Some foods contain “goitrogenic” substances that interfere with thyroid hormone synthesis. Such goitrogenic substances occur in some varieties of turnips and cabbage, but the clinical significance of these goitrogens is considered to be minimal. The drug lithium inhibits thyroid hormone synthesis and secretion and causes hypothyroidism in up to 20% of patients.5
Secondary hypothyroidism is caused by defects in TSH production and is uncommon. Individuals who have been exposed to severe head trauma, cranial neoplasms, brain infections, cranial irradiation, and neurosurgery can be left with secondary hypothyroidism.
Routine screening of newborns has resulted in early treatment of most infants with congenital hypothyroidism. Few clinical manifestations are present at birth. In untreated infants, symptoms appear in the first months of life and include a dull appearance; a thick, protuberant tongue; and thick lips (leading to feeding difficulties). Other signs include prolonged neonatal jaundice, poor muscle tone, bradycardia, mottled extremities, umbilical hernia, and a hoarse cry. Thyroid hormone is essential for normal central nervous system development; significant and irreversible intellectual disability will occur unless thyroid hormone replacement therapy is started early in infancy. Older children who acquire hypothyroidism have essentially the same clinical manifestations as seen in adults. In addition, growth retardation, delayed bone development, and delayed or precocious puberty may occur.

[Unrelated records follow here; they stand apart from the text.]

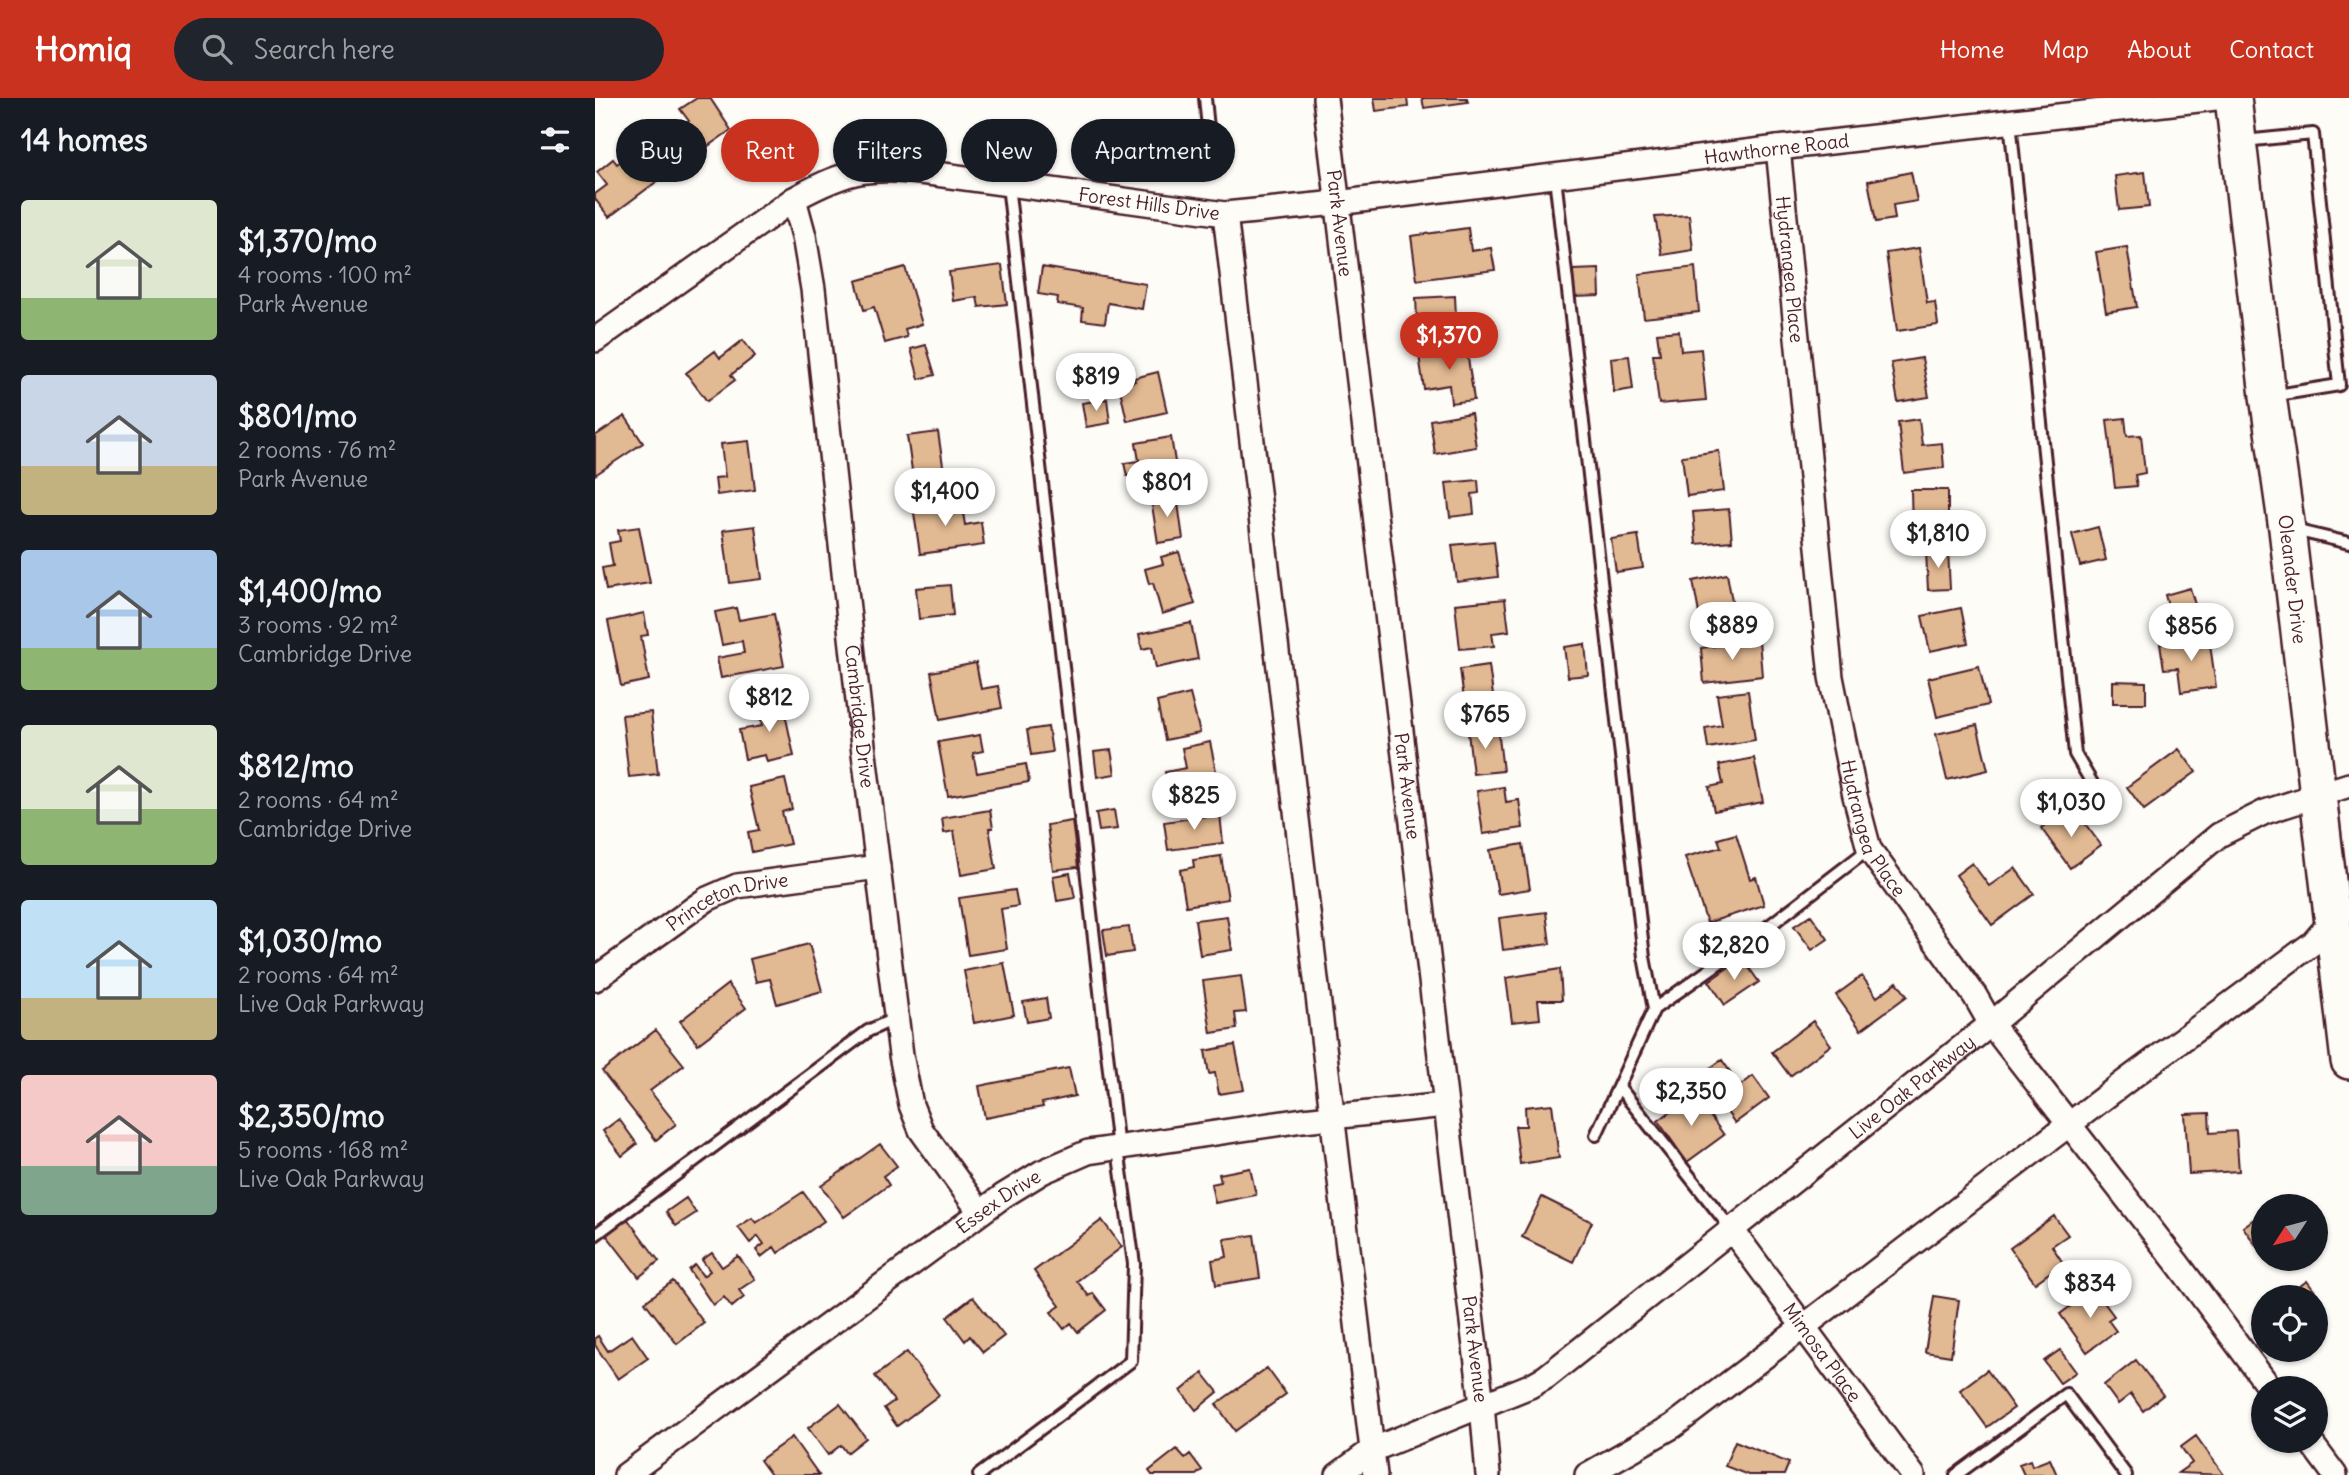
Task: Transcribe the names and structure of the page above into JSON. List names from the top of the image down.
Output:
{
  "streets": {
    "main road": ["Oleander Drive"],
    "street": [
      "Hawthorne Road",
      "Forest Hills Drive",
      "Park Avenue",
      "Hydrangea Place",
      "Cambridge Drive",
      "Princeton Drive",
      "Live Oak Parkway",
      "Essex Drive",
      "Mimosa Place"
    ]
  },
  "crossings": [
    ["Hawthorne Road", "Forest Hills Drive"],
    ["Hawthorne Road", "Park Avenue"],
    ["Hawthorne Road", "Hydrangea Place"],
    ["Forest Hills Drive", "Park Avenue"],
    ["Forest Hills Drive", "Cambridge Drive"],
    ["Park Avenue", "Live Oak Parkway"],
    ["Park Avenue", "Essex Drive"],
    ["Hydrangea Place", "Live Oak Parkway"],
    ["Oleander Drive", "Live Oak Parkway"],
    ["Cambridge Drive", "Princeton Drive"],
    ["Cambridge Drive", "Essex Drive"],
    ["Live Oak Parkway", "Mimosa Place"]
  ],
  "north": "bottom left",
  "page": {
    "header": "Homiq",
    "search": "Search here",
    "nav": [
      "Home",
      "Map",
      "About",
      "Contact"
    ],
    "heading": "14 homes",
    "chip": [
      "Buy",
      "Rent",
      "Filters",
      "New",
      "Apartment"
    ],
    "list": [
      {
        "name": "$1,370/mo",
        "note": "4 rooms · 100 m² · Park Avenue"
      },
      {
        "name": "$801/mo",
        "note": "2 rooms · 76 m² · Park Avenue"
      },
      {
        "name": "$1,400/mo",
        "note": "3 rooms · 92 m² · Cambridge Drive"
      },
      {
        "name": "$812/mo",
        "note": "2 rooms · 64 m² · Cambridge Drive"
      },
      {
        "name": "$1,030/mo",
        "note": "2 rooms · 64 m² · Live Oak Parkway"
      },
      {
        "name": "$2,350/mo",
        "note": "5 rooms · 168 m² · Live Oak Parkway"
      }
    ],
    "price": [
      "$1,370",
      "$819",
      "$801",
      "$1,400",
      "$1,810",
      "$889",
      "$856",
      "$812",
      "$765",
      "$825",
      "$1,030",
      "$2,820",
      "$2,350",
      "$834"
    ]
  }
}
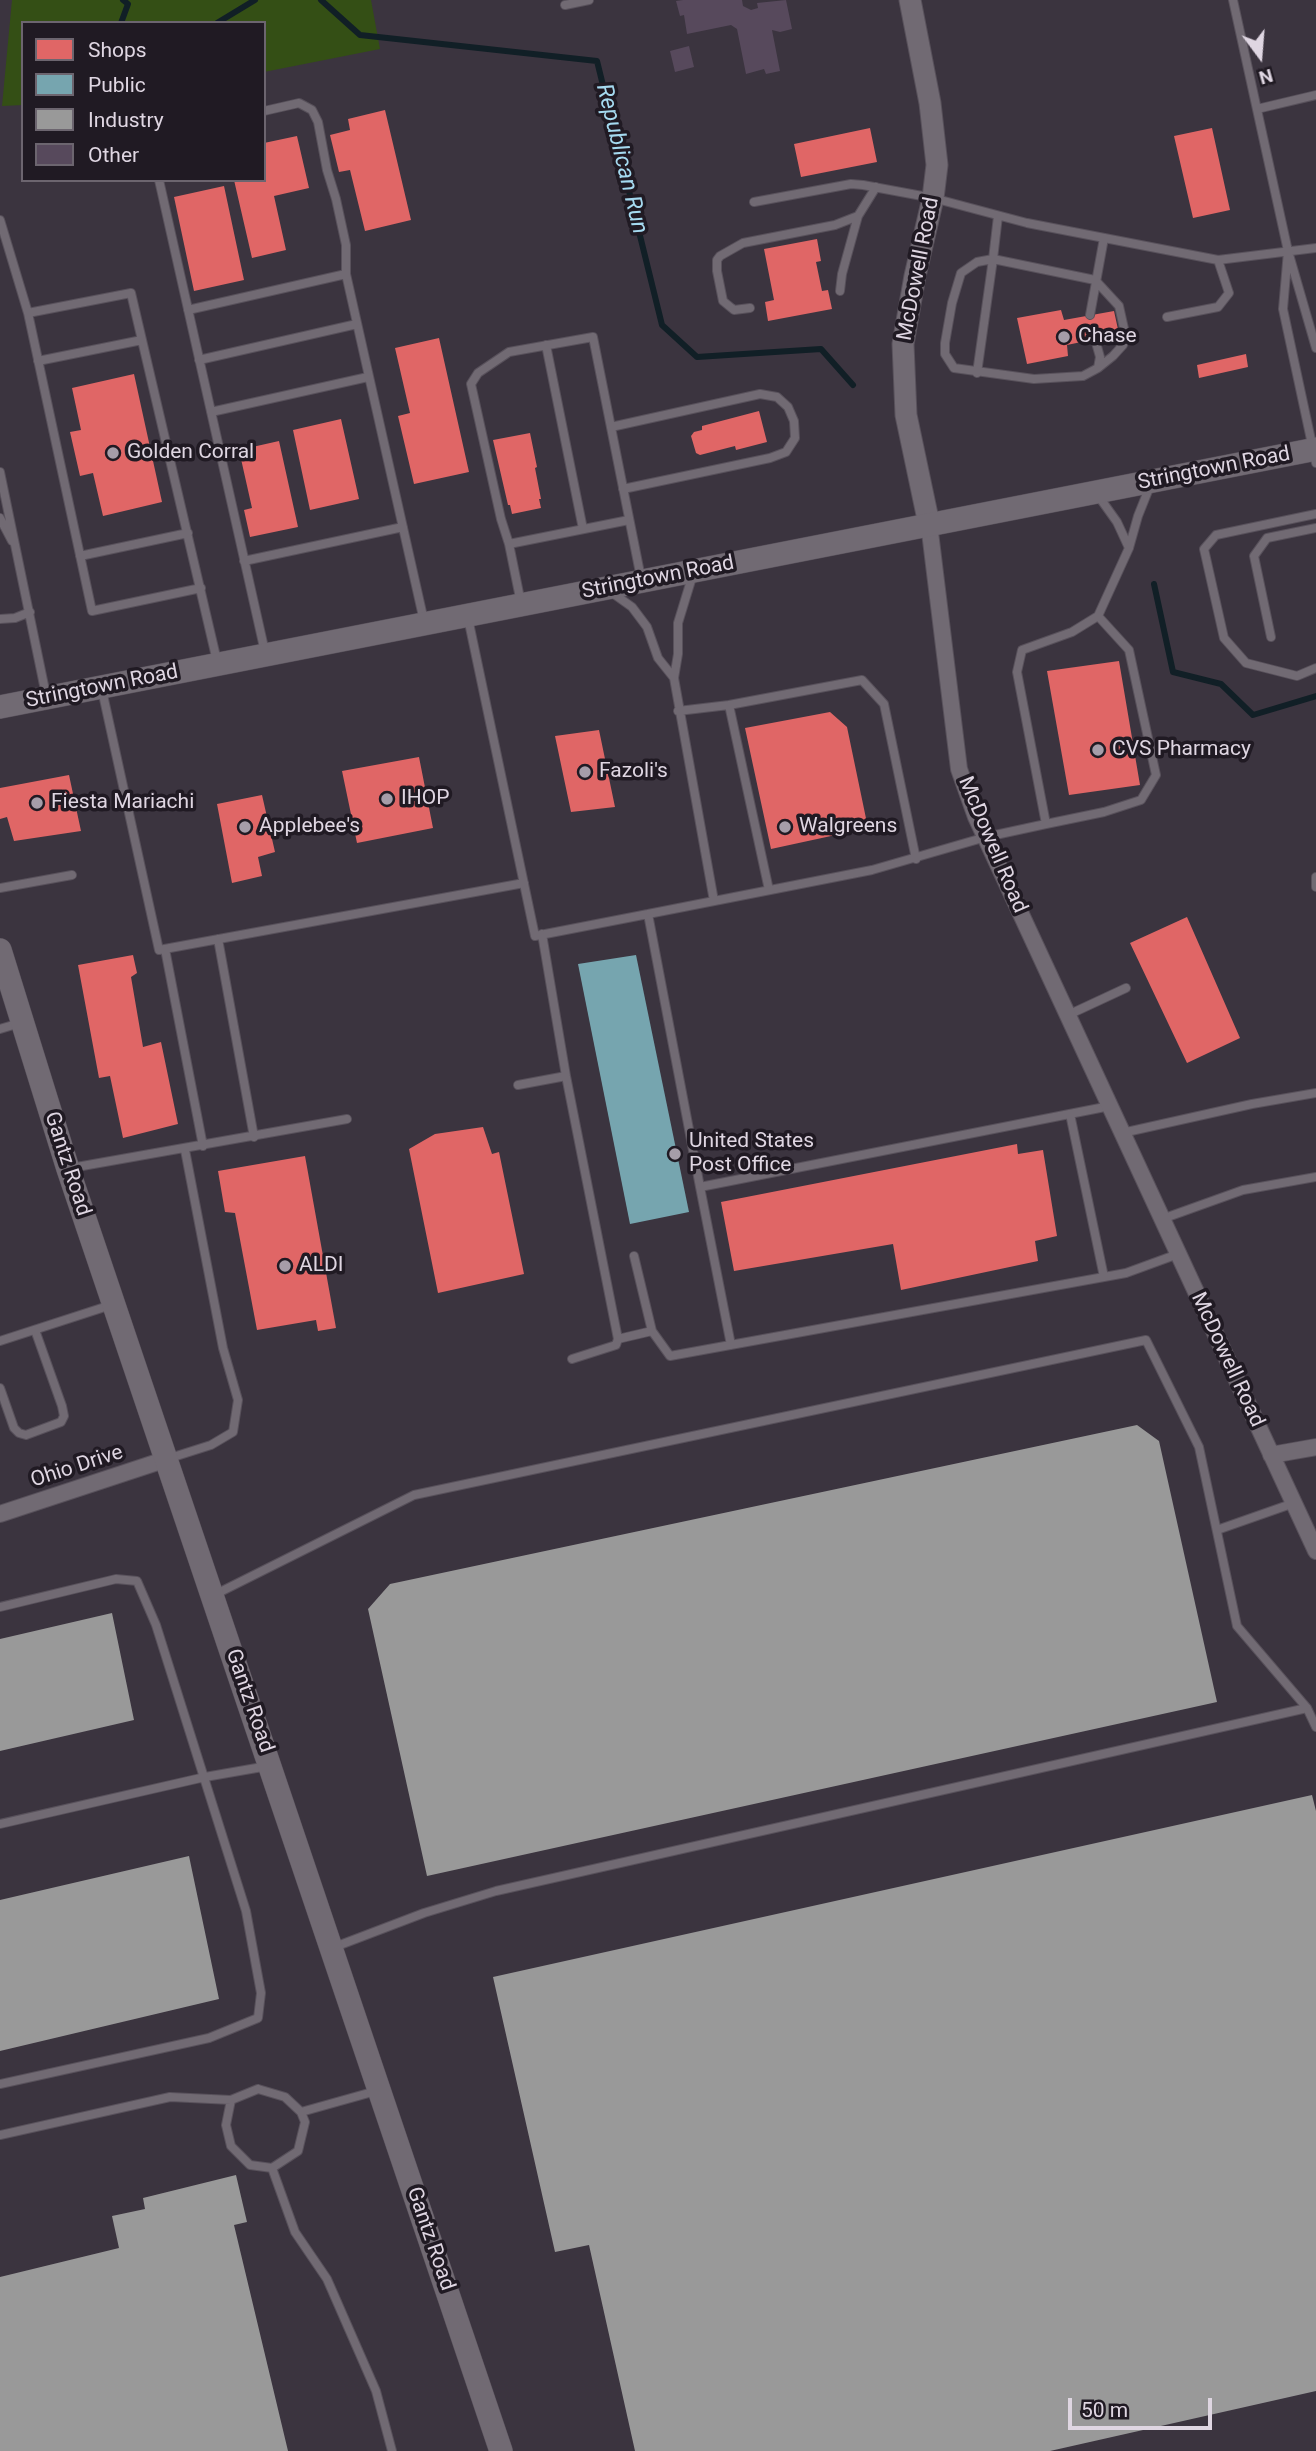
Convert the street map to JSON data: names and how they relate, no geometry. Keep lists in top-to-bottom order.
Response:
{
  "streets": {
    "main road": ["Stringtown Road", "Gantz Road"],
    "street": ["McDowell Road", "Ohio Drive"]
  },
  "crossings": [
    ["McDowell Road", "Stringtown Road"],
    ["Gantz Road", "Ohio Drive"]
  ],
  "water": ["Republican Run"],
  "places": [
    "Chase",
    "Golden Corral",
    "CVS Pharmacy",
    "Fazoli's",
    "IHOP",
    "Fiesta Mariachi",
    "Applebee's",
    "Walgreens",
    "United States Post Office",
    "ALDI"
  ],
  "legend": [
    "Shops",
    "Public",
    "Industry",
    "Other"
  ],
  "scale_bar": "50 m",
  "north": "bottom"
}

In general, individuals with hypothyroidism have decreased basal metabolic rates as the basis for many of their signs and symptoms. Patients report subjective feelings of weakness, lethargy, cold intolerance, and decreased appetite. Bradycardia, narrowed pulse pressure, and mild to moderate weight gain may occur. Elevated levels of serum cholesterol and triglycerides are common as is an increased incidence of atherosclerosis. The thyroid gland may become enlarged (goitrous), the skin may be cool and dry, and constipation may be present. Depression and difficulties with concentration and memory occur. Women with acquired hypothyroidism may experience menstrual irregularities, with increased flow and clotting.6 Box 40-2 summarizes the general signs and symptoms of thyroid imbalance.